↓↓↓

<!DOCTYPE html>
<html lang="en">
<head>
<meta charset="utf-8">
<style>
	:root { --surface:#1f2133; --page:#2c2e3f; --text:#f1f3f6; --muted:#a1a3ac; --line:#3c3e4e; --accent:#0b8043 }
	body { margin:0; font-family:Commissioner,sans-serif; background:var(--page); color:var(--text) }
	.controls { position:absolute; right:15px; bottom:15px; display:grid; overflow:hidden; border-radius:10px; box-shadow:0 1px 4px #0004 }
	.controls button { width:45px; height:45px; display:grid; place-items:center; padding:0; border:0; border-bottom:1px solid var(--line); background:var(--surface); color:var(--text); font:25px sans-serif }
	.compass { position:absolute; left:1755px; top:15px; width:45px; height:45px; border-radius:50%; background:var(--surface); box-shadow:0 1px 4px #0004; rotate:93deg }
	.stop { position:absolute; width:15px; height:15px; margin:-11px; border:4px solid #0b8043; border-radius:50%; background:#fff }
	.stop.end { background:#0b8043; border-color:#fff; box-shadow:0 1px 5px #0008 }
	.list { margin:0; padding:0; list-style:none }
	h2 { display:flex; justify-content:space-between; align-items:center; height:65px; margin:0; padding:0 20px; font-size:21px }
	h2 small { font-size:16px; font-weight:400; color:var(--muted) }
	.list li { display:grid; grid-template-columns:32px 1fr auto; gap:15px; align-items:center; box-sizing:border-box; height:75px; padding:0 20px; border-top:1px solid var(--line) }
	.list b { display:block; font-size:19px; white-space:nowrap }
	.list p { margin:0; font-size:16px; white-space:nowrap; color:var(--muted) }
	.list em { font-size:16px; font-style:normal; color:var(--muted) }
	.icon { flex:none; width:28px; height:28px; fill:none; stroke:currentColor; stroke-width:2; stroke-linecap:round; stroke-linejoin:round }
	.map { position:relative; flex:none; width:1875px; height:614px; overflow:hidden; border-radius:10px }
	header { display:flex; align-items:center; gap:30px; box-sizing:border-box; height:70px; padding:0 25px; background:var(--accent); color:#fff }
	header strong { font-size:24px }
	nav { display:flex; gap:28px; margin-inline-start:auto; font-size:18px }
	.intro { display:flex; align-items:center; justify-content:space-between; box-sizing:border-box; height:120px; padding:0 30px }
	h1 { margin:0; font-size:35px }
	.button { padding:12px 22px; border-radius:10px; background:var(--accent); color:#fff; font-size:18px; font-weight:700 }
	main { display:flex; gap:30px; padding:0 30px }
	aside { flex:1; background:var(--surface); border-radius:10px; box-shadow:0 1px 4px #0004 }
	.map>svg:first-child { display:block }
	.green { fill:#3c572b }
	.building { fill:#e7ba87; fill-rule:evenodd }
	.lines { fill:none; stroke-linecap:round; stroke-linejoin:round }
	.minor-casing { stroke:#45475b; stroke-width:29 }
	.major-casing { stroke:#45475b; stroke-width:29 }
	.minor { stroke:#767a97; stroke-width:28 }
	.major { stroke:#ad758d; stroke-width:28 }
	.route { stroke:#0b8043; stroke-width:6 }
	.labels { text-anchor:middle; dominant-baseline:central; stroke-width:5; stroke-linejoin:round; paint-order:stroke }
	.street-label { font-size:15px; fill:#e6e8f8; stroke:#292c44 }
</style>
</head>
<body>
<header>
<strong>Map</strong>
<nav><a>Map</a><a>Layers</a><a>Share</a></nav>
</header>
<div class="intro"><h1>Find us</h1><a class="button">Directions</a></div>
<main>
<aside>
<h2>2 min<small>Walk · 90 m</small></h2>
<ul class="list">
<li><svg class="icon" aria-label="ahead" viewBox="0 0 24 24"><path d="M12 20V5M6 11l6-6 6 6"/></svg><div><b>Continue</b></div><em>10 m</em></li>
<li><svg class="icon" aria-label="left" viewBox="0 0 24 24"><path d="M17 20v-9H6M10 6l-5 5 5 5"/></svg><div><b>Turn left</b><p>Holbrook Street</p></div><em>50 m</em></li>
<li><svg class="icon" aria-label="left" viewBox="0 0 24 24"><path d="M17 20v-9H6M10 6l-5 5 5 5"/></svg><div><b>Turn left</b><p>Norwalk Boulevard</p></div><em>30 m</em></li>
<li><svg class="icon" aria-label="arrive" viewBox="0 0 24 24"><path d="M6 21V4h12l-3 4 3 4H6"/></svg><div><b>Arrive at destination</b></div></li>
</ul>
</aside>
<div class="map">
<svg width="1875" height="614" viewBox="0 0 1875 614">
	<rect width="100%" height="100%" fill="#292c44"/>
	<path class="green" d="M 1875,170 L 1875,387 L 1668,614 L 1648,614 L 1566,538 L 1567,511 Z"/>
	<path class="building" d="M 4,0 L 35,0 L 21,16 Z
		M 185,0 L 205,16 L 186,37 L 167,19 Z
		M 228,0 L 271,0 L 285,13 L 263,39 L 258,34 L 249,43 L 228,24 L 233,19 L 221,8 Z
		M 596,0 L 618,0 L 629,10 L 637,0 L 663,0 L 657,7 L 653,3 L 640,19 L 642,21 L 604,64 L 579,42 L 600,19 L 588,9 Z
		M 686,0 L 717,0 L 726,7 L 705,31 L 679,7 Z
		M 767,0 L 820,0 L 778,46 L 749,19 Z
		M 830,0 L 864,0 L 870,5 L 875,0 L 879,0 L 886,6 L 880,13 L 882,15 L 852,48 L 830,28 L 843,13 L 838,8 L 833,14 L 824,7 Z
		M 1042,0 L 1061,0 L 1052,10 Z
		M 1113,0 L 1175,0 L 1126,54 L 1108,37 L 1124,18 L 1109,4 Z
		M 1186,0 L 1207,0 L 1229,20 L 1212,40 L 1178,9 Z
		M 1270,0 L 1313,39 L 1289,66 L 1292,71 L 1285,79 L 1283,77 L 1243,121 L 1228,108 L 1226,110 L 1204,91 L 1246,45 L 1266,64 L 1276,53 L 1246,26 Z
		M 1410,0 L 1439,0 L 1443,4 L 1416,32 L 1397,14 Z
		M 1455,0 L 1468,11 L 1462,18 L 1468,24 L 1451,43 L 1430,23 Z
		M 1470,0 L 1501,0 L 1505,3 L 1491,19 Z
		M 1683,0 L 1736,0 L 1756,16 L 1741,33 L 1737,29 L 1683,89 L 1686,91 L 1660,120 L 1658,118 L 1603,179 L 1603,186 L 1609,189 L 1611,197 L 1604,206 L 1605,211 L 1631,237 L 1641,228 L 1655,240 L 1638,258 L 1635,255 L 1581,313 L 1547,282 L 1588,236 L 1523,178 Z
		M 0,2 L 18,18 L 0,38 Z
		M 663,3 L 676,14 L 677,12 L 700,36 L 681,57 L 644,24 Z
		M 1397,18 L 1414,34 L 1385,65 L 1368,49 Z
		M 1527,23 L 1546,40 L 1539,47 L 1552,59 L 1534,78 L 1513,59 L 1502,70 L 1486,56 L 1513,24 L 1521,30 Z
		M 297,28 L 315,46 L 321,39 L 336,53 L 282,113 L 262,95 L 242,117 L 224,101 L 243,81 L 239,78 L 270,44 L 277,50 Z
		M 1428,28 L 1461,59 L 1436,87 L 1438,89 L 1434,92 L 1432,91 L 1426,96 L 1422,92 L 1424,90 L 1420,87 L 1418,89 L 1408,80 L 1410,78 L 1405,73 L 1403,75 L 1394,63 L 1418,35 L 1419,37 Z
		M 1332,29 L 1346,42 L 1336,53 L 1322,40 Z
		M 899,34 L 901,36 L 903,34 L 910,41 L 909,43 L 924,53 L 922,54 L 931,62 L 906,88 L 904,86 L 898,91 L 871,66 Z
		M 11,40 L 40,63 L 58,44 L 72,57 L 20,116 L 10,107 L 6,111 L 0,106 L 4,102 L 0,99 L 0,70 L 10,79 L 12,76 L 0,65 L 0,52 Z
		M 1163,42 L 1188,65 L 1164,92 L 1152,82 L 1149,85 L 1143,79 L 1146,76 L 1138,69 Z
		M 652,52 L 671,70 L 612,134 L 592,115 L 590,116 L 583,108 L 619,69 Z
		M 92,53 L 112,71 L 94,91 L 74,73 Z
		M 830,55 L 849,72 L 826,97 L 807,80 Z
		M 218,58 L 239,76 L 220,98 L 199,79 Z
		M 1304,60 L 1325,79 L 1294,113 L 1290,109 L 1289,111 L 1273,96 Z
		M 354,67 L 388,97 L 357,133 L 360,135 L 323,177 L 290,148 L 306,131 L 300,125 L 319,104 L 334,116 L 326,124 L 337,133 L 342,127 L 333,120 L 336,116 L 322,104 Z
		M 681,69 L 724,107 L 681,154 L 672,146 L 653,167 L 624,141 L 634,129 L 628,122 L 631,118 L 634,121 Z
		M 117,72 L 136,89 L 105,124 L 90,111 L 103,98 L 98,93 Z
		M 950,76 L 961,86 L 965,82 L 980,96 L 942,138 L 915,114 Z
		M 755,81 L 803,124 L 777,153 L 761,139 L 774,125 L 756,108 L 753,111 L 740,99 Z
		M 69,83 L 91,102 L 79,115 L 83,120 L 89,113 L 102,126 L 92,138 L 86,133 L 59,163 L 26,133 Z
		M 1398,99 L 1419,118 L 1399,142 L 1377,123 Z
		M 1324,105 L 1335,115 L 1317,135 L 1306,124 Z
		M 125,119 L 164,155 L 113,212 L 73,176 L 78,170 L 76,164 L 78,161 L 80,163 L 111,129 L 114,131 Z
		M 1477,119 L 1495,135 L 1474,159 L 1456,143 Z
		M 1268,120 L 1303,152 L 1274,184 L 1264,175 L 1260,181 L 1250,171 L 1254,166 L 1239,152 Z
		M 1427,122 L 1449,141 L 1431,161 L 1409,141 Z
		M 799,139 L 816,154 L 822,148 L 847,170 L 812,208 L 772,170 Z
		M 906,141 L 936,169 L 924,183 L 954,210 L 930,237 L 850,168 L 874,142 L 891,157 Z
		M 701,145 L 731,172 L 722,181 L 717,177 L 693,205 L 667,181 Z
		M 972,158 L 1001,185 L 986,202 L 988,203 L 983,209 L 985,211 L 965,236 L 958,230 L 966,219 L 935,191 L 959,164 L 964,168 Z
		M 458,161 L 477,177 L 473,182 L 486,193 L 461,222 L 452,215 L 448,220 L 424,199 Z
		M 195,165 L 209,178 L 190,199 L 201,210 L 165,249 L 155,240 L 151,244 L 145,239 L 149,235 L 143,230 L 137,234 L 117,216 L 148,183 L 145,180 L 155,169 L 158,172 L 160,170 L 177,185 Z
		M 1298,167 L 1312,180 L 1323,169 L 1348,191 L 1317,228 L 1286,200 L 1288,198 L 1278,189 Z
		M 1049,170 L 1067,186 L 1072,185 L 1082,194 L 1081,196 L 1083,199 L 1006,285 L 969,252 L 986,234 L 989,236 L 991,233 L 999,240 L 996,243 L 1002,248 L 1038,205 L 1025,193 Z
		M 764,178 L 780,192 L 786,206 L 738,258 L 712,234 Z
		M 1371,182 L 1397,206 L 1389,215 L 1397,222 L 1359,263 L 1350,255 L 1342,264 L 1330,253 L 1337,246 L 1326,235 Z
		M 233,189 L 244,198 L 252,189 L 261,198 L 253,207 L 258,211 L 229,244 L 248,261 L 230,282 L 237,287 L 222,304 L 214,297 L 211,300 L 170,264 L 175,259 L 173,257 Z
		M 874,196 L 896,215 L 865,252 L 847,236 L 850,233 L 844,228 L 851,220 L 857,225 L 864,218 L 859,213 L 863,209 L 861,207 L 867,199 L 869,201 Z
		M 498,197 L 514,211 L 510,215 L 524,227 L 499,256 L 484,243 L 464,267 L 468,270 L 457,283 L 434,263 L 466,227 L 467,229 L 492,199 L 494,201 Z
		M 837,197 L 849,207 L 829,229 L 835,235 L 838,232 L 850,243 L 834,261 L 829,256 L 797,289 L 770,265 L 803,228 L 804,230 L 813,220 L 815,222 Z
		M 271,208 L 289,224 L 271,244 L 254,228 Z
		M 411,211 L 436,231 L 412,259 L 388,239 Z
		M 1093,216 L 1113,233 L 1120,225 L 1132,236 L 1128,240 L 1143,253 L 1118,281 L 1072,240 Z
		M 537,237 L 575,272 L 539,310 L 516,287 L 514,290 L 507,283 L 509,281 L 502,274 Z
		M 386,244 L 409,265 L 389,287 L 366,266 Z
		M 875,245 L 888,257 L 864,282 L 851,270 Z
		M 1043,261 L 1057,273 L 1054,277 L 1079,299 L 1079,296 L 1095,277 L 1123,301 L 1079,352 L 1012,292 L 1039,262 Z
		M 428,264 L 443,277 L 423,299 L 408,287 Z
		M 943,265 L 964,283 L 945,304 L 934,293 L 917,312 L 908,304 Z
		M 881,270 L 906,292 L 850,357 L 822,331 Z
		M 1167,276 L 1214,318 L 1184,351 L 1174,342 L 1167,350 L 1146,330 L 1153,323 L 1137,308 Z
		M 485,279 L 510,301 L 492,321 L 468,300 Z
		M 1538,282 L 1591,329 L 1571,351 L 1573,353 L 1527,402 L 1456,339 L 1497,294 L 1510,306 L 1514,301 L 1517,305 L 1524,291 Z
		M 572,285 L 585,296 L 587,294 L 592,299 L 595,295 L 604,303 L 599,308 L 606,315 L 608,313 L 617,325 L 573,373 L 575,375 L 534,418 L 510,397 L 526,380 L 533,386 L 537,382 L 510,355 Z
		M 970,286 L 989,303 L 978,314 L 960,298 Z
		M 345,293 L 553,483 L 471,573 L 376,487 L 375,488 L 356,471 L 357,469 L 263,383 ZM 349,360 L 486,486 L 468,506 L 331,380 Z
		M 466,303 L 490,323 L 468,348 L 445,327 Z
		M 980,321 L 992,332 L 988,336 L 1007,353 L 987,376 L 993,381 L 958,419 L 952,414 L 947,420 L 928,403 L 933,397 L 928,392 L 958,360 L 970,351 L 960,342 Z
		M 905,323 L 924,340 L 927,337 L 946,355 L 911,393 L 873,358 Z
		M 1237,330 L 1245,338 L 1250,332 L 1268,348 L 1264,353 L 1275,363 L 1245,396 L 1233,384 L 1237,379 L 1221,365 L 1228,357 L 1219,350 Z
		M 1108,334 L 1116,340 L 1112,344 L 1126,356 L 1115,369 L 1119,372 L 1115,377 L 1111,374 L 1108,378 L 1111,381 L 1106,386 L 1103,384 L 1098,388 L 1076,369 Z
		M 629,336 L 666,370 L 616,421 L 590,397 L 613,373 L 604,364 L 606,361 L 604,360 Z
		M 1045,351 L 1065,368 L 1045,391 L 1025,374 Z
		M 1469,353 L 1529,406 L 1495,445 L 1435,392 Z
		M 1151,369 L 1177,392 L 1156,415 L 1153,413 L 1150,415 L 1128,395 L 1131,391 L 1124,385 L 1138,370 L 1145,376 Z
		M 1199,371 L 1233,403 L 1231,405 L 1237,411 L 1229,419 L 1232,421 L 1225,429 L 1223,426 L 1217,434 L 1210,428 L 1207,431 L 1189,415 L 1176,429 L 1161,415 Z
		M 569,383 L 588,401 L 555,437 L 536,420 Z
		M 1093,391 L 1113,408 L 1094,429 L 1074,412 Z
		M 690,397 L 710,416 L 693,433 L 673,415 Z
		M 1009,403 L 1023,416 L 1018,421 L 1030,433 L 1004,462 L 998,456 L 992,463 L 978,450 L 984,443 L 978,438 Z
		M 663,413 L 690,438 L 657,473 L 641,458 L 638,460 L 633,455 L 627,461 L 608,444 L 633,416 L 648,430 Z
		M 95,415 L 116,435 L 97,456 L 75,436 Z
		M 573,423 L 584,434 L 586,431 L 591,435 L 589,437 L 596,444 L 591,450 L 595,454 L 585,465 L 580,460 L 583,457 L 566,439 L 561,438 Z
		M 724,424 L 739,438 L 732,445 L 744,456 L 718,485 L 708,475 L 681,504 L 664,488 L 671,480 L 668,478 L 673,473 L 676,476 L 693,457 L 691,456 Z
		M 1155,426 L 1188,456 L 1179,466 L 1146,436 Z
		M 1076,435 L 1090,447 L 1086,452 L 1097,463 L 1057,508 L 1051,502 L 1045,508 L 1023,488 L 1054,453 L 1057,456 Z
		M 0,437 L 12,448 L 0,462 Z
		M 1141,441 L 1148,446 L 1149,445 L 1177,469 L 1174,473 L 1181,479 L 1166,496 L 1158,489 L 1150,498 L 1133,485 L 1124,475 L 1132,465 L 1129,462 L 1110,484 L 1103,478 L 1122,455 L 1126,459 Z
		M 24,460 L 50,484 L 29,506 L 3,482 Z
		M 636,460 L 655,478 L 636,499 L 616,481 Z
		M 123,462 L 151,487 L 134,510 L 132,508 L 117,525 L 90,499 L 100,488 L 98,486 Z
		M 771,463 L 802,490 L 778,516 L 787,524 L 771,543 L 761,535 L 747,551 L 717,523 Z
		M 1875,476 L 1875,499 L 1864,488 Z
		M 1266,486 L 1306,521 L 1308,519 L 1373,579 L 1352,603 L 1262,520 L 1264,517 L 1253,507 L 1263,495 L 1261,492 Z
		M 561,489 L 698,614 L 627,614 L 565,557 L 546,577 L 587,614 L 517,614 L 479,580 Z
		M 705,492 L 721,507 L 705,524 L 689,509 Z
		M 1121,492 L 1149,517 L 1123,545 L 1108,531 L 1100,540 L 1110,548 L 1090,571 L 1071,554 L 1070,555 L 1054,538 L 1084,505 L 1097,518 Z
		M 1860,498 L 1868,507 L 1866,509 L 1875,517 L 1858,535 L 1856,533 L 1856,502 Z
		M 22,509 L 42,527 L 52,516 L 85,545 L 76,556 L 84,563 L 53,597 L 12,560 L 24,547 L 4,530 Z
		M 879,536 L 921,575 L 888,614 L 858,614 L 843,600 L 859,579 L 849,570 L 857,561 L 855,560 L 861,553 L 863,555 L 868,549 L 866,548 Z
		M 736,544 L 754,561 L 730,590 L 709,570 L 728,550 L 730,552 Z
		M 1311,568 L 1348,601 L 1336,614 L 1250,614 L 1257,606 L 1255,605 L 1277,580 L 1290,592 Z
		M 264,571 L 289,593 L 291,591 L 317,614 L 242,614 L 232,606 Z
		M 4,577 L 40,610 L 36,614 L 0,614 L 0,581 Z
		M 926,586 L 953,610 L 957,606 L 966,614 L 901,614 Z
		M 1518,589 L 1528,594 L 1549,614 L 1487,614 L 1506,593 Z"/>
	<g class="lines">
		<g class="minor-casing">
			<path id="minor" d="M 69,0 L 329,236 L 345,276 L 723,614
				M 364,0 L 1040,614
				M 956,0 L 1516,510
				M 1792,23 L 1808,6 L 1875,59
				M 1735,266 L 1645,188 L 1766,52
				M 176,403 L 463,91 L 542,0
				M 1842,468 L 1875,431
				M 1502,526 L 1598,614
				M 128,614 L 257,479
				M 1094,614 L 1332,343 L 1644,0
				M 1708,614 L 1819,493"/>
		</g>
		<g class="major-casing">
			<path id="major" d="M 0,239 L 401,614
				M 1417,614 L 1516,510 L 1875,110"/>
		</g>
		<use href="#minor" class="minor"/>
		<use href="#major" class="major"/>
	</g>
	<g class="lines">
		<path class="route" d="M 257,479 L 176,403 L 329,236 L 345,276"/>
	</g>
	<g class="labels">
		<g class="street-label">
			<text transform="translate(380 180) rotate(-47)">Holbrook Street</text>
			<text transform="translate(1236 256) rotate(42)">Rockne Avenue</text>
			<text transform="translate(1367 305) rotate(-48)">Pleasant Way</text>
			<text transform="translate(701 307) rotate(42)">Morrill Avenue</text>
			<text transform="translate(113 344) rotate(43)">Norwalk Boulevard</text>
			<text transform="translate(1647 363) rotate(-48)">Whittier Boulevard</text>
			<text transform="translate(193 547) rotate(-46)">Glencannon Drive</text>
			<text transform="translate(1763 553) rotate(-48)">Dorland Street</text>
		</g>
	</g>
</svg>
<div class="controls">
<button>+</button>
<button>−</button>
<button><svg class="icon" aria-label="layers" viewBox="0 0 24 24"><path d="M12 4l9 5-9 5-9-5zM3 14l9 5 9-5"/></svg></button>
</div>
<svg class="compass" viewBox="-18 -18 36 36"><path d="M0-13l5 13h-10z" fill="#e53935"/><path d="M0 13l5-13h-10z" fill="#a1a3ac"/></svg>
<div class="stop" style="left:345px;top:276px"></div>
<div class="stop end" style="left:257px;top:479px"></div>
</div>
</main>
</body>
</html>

↑↑↑

• YOUR OBJECTIVE: Where a line of the records above holds the word "controls", copy that line.

• WRITTEN SOLUTION:
	.controls { position:absolute; right:15px; bottom:15px; display:grid; overflow:hidden; border-radius:10px; box-shadow:0 1px 4px #0004 }
	.controls button { width:45px; height:45px; display:grid; place-items:center; padding:0; border:0; border-bottom:1px solid var(--line); background:var(--surface); color:var(--text); font:25px sans-serif }
<div class="controls">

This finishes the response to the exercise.